*** Opening of Records provided ***

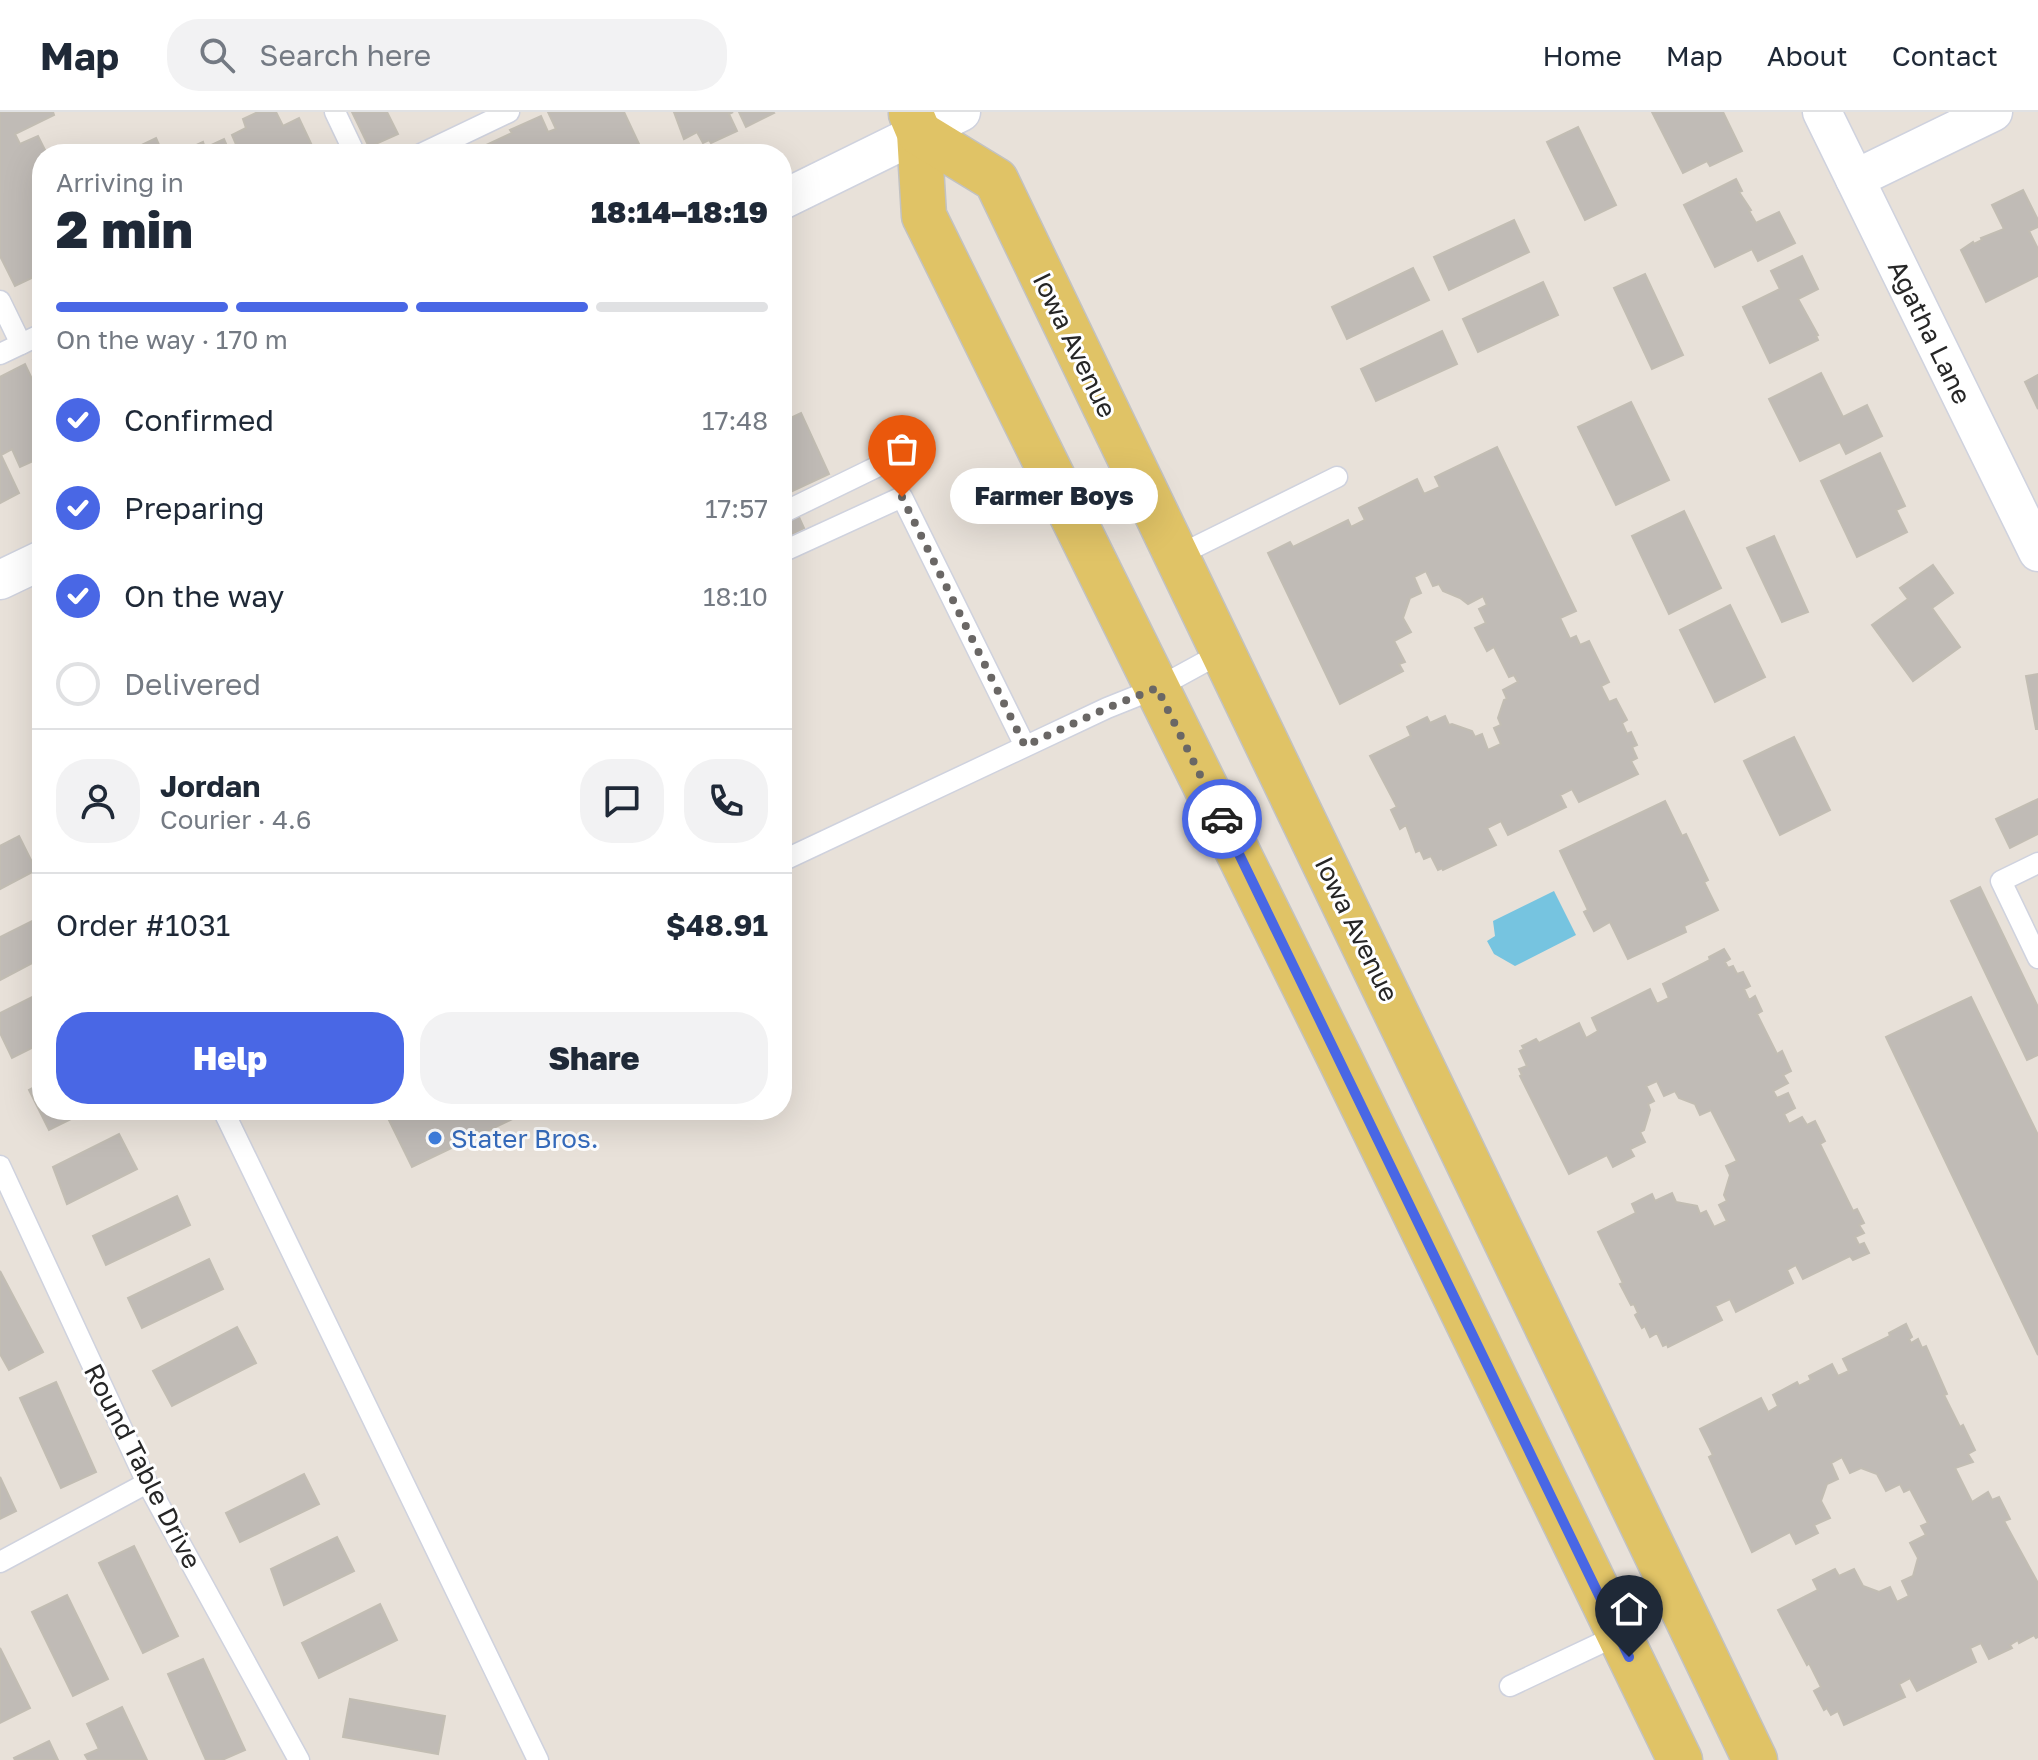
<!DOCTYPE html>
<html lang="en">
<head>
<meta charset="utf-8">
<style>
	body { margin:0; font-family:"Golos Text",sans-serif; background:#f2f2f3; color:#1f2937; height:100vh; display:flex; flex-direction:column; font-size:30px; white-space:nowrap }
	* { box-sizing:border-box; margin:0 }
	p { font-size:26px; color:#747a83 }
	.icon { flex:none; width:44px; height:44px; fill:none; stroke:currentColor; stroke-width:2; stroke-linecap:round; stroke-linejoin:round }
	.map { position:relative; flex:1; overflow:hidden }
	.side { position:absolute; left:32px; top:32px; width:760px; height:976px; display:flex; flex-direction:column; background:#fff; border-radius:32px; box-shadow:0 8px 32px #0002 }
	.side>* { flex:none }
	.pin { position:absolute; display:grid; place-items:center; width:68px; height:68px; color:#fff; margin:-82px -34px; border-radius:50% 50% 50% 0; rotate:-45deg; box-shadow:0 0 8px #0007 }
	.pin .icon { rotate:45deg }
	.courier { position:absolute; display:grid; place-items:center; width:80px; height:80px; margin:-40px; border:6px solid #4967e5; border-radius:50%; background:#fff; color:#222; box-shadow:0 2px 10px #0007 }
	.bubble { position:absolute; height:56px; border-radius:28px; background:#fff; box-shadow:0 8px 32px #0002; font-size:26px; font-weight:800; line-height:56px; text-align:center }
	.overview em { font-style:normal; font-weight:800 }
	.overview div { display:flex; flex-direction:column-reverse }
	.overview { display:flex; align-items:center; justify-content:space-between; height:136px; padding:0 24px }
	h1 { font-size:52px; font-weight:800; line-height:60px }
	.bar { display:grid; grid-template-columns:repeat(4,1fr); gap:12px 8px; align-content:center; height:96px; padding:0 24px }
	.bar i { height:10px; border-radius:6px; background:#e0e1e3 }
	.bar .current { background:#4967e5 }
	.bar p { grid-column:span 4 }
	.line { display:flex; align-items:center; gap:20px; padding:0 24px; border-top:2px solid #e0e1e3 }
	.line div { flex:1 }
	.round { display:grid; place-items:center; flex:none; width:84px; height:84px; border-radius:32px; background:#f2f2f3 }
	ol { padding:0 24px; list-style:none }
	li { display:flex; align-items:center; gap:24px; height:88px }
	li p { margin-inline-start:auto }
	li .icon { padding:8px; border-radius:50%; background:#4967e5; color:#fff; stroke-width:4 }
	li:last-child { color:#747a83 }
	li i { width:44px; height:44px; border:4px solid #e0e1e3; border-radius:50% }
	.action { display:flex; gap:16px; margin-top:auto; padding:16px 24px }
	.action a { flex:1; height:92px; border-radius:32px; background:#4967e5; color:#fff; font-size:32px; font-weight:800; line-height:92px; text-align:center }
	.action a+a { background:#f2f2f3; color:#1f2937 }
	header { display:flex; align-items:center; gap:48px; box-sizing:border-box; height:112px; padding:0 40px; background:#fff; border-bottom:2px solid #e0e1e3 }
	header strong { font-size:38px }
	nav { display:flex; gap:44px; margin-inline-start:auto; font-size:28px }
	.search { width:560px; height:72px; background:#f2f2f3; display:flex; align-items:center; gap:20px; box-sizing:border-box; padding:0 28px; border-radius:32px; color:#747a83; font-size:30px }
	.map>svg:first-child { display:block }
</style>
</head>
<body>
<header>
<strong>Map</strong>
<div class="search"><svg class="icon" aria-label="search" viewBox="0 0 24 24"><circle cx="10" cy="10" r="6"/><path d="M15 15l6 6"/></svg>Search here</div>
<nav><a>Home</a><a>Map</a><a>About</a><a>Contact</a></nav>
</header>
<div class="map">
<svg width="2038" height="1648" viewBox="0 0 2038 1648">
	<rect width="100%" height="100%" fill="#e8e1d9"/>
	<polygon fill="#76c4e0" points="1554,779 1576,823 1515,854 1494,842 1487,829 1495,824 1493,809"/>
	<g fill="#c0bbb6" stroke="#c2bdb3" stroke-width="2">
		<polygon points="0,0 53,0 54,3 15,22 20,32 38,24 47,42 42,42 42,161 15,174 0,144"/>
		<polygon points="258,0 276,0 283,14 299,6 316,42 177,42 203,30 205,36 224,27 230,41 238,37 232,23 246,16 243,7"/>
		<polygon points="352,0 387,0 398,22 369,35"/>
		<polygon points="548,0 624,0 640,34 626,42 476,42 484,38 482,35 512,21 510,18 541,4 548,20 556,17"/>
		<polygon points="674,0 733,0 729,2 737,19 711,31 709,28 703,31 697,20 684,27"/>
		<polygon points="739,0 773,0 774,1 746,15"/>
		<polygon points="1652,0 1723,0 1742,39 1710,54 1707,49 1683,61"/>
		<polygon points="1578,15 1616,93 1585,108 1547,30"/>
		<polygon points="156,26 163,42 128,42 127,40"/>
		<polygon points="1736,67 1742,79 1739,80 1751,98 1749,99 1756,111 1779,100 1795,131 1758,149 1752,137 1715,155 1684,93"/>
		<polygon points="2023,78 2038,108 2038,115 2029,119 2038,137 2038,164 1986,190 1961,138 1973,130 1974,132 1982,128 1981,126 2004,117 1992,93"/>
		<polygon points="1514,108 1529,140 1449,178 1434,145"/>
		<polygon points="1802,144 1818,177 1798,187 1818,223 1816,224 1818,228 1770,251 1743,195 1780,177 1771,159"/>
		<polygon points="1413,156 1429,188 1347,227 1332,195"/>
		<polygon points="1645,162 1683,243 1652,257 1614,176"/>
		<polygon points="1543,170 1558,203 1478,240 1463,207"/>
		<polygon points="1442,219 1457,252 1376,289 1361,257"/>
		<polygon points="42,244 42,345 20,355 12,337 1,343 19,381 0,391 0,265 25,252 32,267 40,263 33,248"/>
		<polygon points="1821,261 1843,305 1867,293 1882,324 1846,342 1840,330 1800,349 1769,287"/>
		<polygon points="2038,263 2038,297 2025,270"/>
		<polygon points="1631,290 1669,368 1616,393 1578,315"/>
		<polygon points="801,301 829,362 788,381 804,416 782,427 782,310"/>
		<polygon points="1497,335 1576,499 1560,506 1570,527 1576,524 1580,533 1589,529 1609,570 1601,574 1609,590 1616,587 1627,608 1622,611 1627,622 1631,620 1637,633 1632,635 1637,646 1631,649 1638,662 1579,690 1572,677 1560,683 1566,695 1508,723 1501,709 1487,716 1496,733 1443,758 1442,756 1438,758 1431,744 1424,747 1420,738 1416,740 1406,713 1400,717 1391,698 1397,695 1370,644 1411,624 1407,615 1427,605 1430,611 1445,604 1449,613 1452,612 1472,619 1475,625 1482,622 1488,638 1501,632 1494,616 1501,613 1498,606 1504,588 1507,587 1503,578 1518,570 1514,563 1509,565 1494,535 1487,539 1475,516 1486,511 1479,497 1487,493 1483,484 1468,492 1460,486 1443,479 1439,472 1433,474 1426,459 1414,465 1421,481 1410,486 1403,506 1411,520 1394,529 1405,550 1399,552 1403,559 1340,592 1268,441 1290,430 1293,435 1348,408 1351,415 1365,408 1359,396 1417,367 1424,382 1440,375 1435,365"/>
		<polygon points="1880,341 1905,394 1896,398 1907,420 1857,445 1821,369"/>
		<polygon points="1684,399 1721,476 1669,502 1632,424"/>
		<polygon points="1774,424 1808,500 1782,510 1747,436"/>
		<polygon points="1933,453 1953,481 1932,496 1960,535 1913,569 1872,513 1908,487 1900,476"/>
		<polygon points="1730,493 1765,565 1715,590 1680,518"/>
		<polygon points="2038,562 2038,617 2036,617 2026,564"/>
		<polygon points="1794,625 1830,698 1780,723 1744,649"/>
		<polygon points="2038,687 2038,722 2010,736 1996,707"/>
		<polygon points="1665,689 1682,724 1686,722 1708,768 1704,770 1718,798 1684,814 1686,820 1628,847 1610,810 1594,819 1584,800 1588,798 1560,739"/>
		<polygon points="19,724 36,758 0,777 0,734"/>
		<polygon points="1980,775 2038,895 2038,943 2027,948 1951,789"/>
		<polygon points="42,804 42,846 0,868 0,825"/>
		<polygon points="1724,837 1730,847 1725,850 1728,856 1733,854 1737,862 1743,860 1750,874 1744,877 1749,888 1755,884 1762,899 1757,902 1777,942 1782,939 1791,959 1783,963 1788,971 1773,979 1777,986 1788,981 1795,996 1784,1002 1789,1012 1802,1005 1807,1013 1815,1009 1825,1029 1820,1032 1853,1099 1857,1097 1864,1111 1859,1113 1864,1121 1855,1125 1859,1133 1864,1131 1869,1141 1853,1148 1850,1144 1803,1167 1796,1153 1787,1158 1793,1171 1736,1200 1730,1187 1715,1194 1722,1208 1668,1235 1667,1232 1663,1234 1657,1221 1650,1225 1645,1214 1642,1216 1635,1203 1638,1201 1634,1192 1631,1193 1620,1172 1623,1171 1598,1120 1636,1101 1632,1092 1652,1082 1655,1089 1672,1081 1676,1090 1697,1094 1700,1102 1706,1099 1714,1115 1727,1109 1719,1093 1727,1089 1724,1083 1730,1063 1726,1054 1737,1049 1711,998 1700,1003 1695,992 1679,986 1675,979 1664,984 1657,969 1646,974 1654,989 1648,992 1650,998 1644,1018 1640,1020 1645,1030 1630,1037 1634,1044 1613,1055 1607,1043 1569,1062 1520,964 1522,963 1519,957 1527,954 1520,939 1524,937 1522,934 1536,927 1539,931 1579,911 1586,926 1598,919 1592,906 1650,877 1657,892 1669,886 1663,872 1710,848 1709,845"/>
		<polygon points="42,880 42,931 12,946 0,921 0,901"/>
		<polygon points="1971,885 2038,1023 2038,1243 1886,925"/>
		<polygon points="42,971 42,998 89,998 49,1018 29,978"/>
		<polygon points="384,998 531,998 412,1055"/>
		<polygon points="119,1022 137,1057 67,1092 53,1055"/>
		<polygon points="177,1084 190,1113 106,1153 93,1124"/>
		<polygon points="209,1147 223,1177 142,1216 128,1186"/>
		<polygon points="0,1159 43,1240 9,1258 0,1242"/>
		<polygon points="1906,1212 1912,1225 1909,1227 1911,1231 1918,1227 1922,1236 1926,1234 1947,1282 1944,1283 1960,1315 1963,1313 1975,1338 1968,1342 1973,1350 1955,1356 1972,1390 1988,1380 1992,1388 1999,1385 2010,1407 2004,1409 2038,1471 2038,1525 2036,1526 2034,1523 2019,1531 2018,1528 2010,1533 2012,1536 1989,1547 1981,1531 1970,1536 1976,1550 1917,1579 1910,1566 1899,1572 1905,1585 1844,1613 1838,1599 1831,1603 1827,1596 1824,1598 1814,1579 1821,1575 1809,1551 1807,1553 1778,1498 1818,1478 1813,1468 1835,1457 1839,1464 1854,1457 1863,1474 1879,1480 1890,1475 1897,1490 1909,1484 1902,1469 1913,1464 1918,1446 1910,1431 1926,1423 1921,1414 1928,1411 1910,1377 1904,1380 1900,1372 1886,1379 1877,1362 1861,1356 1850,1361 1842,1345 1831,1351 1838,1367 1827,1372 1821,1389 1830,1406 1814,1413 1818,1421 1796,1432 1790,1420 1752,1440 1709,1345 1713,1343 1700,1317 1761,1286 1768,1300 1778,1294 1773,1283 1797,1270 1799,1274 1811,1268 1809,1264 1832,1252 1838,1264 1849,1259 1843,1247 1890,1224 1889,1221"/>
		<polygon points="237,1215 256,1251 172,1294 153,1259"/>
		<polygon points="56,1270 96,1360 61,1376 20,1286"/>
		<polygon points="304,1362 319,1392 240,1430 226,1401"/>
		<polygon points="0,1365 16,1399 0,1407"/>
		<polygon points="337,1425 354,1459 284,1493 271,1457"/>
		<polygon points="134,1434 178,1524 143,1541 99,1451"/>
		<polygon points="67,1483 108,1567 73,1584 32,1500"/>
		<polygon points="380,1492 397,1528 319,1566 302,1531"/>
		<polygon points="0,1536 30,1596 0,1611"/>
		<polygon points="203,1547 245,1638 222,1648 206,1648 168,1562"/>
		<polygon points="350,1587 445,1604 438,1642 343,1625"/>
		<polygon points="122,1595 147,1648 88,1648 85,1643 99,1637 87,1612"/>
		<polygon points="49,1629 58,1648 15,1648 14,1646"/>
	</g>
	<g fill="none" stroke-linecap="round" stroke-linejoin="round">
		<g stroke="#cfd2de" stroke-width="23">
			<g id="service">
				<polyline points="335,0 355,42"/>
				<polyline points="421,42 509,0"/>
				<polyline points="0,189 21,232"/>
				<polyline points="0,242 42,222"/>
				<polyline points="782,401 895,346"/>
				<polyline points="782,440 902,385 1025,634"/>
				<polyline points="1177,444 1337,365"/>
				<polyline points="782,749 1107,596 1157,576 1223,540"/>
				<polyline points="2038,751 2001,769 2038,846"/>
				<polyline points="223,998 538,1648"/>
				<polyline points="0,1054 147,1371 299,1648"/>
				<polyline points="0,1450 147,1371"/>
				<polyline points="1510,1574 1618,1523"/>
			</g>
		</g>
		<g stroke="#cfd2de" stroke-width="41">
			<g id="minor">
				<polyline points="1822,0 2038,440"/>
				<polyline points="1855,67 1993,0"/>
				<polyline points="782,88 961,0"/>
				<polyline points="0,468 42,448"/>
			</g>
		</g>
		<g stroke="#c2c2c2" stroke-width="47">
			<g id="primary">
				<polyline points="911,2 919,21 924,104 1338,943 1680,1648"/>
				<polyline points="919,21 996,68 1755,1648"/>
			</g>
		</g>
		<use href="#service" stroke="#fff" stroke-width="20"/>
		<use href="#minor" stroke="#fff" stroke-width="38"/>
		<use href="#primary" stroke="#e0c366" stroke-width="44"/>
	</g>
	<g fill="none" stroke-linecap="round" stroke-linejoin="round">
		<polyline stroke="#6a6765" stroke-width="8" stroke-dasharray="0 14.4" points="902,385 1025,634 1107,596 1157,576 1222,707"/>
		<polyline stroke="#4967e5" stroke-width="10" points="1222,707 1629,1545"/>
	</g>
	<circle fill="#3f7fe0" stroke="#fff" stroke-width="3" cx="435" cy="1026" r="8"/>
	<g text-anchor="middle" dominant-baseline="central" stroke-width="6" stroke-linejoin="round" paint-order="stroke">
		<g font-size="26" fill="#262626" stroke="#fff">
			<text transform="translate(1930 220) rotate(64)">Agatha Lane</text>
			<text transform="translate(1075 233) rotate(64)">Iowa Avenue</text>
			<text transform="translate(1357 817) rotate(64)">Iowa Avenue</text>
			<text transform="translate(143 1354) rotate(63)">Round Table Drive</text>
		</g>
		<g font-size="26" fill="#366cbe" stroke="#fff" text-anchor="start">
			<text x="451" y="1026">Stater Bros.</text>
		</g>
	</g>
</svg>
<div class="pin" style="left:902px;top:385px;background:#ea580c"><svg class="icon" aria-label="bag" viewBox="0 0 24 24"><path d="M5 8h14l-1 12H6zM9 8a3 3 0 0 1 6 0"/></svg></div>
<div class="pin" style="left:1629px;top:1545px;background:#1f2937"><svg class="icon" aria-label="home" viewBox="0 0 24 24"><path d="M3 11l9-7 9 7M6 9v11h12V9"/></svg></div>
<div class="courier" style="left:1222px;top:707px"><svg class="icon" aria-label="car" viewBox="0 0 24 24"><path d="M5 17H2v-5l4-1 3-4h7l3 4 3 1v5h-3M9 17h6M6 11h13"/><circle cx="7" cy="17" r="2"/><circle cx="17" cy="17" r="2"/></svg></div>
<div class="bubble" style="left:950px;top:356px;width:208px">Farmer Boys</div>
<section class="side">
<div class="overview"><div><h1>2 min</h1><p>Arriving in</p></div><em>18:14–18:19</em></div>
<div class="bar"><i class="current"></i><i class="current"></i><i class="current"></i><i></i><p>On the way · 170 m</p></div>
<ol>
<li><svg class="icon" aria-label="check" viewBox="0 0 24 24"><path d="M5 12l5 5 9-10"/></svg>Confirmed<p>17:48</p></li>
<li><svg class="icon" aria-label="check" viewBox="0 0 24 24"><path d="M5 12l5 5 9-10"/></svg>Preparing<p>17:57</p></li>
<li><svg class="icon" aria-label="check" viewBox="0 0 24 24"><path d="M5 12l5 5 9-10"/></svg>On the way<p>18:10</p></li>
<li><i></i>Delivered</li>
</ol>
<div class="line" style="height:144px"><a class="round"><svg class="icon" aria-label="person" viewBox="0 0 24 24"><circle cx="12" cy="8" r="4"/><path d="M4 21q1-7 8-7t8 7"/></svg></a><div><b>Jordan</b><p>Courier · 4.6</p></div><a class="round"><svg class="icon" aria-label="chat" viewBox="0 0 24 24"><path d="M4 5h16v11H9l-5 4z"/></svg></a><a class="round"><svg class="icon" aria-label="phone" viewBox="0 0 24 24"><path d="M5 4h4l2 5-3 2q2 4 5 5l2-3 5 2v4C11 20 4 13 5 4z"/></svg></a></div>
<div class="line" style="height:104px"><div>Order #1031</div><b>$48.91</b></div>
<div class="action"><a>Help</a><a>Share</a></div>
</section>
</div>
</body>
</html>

*** Close of Records provided ***

# Problem description:
Each line above that has the word "strong" must be copied.

# Output below:
	header strong { font-size:38px }
<strong>Map</strong>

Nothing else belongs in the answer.